Jury to start deliberating 2013 homicide case today
Jurors Tuesday will start deliberating the fate of Reginald Jackson after attorneys in his murder trial concluded their closing arguments Monday evening.
Judge Arthur Smith III sent the jury home at 5 p.m. and asked them to return Tuesday morning at 9, when he will instruct them on the law before they retire to discuss the verdict.
Jackson is accused of fatally shooting 23-year-old Dior Cheney and wounding Travis Porter on Oct. 29, 2013, at the intersection of Benning Drive and Head Street, where Cheney was driving his Ford Focus with Porter in the passenger’s seat.
Porter, the apparent target of the assault, was shot three times before he climbed out of the car and ran. Cheney, shot in the head, then sped across the T-shaped intersection and rammed a utility pole on the far side of Benning Drive. He was found dead in the car.
Attorneys focused most of their closing arguments on Porter, who told police in 2013 that Jackson was the gunman, picking the suspect’s picture from a photo lineup. But on the witness stand Thursday, Porter testified that he lied, and told the court Jackson was not the shooter.
Defense attorney Melvin Cooper told jurors the prosecution could not expect them to believe Porter in one instance and not in another, noting that Porter in court was under oath, but not when he talked to police three years ago.
“There is no direct evidence that Reginald Jackson committed this crime,” Cooper said.
The shooting happened about 8 p.m. when it was dark outside, and it happened fast, Cooper said. The gunman was wearing a hooded sweatshirt, so Porter’s being able to recognize the assailant’s face was unlikely, he said.
Though Jackson had no clear motive to shoot Cheney or Porter, other people in the neighborhood did, the attorney said: “Mr. Porter, Travis Porter, had a lot of enemies out there.”
Porter and Cheney that day had been to a “trap house” on Winston Road, the street Porter grew up on. A trap house is a place rented for dealing drugs.
Senior Assistant District Attorney Don Kelly in his closing argument recounted events leading up to the shooting: Porter, who had moved from Columbus to Macon where Cheney was his neighbor, had come home to try to buy a pound of marijuana.
Porter asked an acquaintance to locate a dealer, and the intermediary summoned Corey Purdue, whom Porter on the witness stand admitted having beaten and robbed during a dice game in 2012. The two recognized each other, and while talking to Porter, Purdue kept a pistol in his lap and would not get out of his car.
Jackson also was at the trap house, and he and Purdue were lifelong friends. While talking to Purdue, Jackson began to glare at Porter, who stared back.

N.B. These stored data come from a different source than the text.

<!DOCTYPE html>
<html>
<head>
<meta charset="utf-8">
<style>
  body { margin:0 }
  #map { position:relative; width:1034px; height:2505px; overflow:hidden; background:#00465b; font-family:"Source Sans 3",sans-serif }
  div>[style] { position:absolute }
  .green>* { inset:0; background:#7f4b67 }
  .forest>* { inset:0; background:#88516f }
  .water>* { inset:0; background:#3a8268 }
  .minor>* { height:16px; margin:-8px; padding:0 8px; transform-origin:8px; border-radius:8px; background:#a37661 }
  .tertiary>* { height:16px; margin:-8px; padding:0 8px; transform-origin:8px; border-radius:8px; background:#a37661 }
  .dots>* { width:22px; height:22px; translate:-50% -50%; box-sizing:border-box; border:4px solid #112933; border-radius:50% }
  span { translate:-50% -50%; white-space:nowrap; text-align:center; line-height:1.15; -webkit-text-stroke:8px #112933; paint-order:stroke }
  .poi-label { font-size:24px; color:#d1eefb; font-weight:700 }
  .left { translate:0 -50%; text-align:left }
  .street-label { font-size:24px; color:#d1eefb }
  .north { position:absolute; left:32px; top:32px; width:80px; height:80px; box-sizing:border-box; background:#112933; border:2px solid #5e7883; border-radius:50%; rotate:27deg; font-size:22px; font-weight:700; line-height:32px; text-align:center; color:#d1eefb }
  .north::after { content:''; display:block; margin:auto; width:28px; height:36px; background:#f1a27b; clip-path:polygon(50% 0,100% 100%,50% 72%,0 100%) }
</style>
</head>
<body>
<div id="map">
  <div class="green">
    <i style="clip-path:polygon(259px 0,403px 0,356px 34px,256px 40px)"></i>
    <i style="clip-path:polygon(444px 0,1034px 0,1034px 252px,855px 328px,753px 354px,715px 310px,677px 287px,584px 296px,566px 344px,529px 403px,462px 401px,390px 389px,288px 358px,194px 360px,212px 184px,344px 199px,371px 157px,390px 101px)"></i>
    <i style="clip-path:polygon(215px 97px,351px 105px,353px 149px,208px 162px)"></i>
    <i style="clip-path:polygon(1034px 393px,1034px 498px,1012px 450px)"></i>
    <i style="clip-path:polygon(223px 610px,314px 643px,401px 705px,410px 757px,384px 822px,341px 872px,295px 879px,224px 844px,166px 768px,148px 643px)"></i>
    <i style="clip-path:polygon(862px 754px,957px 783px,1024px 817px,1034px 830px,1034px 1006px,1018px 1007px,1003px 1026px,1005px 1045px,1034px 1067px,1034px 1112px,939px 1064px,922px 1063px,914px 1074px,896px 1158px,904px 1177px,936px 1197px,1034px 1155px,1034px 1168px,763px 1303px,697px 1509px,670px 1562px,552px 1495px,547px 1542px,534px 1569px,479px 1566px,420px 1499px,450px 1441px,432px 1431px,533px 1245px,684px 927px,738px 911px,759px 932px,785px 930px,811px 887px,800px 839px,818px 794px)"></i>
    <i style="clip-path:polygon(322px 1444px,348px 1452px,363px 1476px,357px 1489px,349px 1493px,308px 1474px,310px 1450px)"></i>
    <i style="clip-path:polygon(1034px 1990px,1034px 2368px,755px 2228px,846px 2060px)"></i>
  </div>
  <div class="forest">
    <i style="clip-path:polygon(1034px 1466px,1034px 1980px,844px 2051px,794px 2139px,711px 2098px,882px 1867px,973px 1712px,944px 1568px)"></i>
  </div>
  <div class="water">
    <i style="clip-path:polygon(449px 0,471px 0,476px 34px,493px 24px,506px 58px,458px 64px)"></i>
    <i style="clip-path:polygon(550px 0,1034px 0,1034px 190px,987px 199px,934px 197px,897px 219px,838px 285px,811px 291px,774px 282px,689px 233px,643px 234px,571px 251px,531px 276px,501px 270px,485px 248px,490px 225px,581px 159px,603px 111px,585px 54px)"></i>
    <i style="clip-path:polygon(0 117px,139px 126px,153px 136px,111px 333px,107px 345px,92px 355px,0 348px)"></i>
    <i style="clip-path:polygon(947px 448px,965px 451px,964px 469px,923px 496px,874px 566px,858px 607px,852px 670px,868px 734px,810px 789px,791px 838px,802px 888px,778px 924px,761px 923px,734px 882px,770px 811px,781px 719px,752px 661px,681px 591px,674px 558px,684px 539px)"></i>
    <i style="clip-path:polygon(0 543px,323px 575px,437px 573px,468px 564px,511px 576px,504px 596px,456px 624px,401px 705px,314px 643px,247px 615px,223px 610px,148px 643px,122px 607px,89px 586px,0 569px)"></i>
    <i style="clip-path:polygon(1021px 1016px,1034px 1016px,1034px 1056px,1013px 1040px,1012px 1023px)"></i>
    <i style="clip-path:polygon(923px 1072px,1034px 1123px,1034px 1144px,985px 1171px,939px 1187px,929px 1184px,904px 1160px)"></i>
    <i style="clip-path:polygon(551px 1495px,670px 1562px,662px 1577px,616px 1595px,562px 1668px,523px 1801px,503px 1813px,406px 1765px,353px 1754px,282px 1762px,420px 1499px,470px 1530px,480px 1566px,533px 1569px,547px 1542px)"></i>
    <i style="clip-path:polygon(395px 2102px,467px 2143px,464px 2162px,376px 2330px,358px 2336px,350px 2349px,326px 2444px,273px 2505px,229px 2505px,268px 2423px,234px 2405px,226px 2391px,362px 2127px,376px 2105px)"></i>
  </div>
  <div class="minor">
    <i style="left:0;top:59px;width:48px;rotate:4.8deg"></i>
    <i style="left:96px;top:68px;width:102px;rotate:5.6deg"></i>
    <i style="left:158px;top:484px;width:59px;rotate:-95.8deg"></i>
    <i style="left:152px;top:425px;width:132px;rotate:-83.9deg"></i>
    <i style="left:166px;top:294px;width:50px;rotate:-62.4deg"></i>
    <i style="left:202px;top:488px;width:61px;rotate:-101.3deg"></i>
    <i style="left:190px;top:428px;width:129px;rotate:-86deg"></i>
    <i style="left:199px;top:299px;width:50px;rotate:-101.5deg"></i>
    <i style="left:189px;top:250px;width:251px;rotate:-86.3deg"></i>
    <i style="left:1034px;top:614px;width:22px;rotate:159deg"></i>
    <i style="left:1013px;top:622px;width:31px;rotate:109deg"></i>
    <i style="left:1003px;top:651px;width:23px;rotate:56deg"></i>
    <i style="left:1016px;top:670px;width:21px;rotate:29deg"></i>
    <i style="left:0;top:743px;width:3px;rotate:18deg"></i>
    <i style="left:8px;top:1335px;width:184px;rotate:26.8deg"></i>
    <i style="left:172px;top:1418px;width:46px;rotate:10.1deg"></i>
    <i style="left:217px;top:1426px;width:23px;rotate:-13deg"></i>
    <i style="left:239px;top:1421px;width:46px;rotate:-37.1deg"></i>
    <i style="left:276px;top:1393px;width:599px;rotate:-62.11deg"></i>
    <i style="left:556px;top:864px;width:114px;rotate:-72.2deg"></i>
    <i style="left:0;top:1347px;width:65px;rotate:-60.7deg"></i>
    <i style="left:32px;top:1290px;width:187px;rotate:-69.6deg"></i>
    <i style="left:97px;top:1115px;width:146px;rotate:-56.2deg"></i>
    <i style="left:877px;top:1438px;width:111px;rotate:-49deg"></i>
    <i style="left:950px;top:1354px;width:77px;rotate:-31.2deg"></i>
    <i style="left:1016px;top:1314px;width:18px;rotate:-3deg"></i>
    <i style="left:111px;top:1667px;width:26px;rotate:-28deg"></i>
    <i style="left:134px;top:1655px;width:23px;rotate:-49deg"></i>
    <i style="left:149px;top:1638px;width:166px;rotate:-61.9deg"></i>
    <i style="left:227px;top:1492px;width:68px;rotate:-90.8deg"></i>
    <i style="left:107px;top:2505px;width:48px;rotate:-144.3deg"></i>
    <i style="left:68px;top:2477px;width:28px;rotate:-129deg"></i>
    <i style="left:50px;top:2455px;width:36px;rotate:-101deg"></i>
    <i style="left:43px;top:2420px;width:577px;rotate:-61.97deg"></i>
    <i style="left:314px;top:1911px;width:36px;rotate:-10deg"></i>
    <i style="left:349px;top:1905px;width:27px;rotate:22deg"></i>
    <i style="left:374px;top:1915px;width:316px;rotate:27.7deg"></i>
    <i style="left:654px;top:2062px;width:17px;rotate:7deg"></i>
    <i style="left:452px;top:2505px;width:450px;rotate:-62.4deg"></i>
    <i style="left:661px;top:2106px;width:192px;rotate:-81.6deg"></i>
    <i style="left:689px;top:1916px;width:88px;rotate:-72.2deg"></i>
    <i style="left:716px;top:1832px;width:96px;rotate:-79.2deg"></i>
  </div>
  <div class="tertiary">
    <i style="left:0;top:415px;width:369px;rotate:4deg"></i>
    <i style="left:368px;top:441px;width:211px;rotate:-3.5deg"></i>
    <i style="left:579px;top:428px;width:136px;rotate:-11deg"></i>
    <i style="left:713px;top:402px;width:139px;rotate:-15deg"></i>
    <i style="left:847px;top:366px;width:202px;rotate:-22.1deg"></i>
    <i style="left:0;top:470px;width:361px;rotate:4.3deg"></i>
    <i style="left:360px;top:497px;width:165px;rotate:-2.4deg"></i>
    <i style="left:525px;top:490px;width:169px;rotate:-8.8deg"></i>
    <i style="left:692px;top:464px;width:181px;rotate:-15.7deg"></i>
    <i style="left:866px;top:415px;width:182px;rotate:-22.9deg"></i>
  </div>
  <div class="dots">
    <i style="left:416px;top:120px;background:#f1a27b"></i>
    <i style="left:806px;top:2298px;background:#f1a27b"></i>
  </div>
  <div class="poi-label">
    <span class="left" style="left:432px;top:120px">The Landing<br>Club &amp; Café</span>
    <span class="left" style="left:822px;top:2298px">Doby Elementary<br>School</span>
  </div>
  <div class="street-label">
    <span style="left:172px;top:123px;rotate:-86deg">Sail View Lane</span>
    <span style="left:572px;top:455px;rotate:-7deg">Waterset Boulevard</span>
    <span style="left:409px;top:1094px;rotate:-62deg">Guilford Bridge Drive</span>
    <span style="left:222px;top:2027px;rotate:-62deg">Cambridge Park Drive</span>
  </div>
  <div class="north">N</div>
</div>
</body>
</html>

When Porter and Purdue could not agree on a price for the marijuana, the two men from Macon started trying to sell children’s clothes from the trunk of their car. As darkness fell, they decided to head for home, traveling south on Winston Road to Head Street and then turning east toward Benning Drive.
There at the stop sign a man with a bicycle waited. When Cheney stopped the car, the man pulled out a pistol and rapidly fired 15 9-mm rounds with a Glock pistol, riddling the Ford’s passenger side with bullet holes.
“This was an ambush. This was an execution. This was not a robbery,” Kelly told jurors, adding that Jackson fled for California immediately afterward, never returning to the Winston Road apartment he rented.
“He was hiding,” Kelly said. “Why was he hiding? Because he was guilty.”
Porter’s later changing his story is not unusual for someone in that Winston Road neighborhood, where residents rarely cooperate with the police, lest they be labeled snitches, Kelly said. “They’re dealing with a code of silence in that neighborhood,” he said of police officers.
He noted that two witnesses in a car behind Cheney’s claimed they could not even say where the gunman was standing.
Jackson, 25, faces charges of malice or intentional murder, felony murder for allegedly killing Cheney while committing the felony of aggravated assault, aggravated assault and using a firearm to commit a felony.